# Problem requirements
Up through the line that contains "Quick job: Summarize", retype the entries exactly, beginning at the very first line.

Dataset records
************

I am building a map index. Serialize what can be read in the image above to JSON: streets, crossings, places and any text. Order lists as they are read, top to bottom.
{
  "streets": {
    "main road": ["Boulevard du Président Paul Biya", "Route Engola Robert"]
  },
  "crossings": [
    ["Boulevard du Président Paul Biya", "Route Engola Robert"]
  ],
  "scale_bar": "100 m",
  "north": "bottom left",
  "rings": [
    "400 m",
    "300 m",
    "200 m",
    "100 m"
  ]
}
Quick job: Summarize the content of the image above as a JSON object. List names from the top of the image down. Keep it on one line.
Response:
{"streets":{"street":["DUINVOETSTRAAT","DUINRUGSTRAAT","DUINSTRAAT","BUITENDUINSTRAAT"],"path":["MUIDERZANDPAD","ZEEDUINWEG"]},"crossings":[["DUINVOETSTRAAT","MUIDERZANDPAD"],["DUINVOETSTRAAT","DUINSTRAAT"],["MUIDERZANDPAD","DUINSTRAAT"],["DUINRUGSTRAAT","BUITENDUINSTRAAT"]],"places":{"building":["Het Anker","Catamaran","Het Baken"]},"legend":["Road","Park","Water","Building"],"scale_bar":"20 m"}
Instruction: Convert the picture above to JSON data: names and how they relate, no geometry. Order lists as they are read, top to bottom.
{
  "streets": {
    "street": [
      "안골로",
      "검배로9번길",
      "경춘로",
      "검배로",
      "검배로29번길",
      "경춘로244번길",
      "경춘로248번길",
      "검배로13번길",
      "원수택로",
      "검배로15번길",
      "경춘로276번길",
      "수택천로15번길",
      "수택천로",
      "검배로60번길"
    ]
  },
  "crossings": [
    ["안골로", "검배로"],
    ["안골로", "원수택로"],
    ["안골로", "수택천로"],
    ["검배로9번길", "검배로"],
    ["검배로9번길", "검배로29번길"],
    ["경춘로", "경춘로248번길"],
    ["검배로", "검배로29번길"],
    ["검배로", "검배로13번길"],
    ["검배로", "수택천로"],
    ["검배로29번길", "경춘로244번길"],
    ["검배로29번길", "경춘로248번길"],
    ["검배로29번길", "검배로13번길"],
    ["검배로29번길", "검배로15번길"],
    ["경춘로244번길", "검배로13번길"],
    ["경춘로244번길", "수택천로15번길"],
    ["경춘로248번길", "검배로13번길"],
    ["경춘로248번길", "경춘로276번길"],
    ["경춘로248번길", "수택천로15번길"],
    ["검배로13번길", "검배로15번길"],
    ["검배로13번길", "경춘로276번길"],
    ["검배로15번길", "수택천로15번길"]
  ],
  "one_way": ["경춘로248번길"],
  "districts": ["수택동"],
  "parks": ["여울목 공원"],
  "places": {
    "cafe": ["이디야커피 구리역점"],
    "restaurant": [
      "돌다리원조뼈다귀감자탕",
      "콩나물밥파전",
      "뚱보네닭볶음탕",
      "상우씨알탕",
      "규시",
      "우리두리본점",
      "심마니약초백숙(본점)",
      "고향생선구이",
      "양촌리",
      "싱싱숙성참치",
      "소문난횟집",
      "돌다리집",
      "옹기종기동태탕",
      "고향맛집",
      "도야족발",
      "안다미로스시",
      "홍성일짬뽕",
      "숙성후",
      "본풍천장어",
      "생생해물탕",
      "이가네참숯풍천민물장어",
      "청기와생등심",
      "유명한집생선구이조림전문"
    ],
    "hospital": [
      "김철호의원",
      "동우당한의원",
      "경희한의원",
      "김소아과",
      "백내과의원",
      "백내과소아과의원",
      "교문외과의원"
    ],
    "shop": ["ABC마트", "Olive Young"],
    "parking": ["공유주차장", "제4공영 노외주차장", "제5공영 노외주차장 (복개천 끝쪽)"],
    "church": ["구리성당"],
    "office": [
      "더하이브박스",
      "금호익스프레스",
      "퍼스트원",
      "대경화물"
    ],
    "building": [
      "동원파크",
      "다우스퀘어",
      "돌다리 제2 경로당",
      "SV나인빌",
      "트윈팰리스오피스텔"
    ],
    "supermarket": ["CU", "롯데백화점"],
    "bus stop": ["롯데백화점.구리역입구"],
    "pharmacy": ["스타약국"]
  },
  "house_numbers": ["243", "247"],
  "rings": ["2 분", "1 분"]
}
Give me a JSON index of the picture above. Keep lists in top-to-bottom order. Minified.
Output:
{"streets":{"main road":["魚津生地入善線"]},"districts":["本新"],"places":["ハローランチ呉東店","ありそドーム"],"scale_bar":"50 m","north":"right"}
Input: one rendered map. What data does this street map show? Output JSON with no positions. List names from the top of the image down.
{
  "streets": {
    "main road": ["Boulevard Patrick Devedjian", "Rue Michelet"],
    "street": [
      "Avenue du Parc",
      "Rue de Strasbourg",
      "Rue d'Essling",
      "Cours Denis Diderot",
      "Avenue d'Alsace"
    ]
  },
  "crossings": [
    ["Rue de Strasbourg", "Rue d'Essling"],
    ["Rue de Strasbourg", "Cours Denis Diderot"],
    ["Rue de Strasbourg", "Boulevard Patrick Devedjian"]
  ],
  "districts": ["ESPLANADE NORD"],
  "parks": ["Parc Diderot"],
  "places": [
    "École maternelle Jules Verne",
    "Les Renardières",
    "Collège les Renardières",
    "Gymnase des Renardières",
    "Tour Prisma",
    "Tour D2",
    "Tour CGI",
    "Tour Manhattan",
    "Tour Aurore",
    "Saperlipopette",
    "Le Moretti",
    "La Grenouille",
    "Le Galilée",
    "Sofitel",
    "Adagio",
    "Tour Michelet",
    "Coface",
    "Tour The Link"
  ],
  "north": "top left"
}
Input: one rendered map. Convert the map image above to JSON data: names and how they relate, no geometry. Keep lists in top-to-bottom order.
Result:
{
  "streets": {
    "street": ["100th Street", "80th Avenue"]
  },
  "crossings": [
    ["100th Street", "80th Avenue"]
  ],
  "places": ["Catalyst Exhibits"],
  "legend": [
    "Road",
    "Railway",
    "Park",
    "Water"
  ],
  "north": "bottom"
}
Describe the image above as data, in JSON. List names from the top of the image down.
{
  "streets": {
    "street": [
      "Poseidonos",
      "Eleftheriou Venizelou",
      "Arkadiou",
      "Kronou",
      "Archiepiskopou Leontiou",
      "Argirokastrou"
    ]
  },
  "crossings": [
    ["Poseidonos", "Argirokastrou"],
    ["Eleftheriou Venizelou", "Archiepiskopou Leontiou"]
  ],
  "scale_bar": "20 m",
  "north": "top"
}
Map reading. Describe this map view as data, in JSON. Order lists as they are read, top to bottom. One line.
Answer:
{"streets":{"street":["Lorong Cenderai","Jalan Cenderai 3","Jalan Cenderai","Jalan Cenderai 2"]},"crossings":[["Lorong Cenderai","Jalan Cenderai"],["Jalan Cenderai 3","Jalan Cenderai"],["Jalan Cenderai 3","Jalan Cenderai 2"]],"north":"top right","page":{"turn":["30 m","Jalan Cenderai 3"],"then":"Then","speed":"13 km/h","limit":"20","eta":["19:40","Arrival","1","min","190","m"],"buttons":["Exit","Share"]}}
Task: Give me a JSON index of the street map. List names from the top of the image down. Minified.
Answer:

************

# Problem solution
I am building a map index. Serialize what can be read in the image above to JSON: streets, crossings, places and any text. Order lists as they are read, top to bottom.
{
  "streets": {
    "main road": ["Boulevard du Président Paul Biya", "Route Engola Robert"]
  },
  "crossings": [
    ["Boulevard du Président Paul Biya", "Route Engola Robert"]
  ],
  "scale_bar": "100 m",
  "north": "bottom left",
  "rings": [
    "400 m",
    "300 m",
    "200 m",
    "100 m"
  ]
}
Quick job: Summarize the content of the image above as a JSON object. List names from the top of the image down. Keep it on one line.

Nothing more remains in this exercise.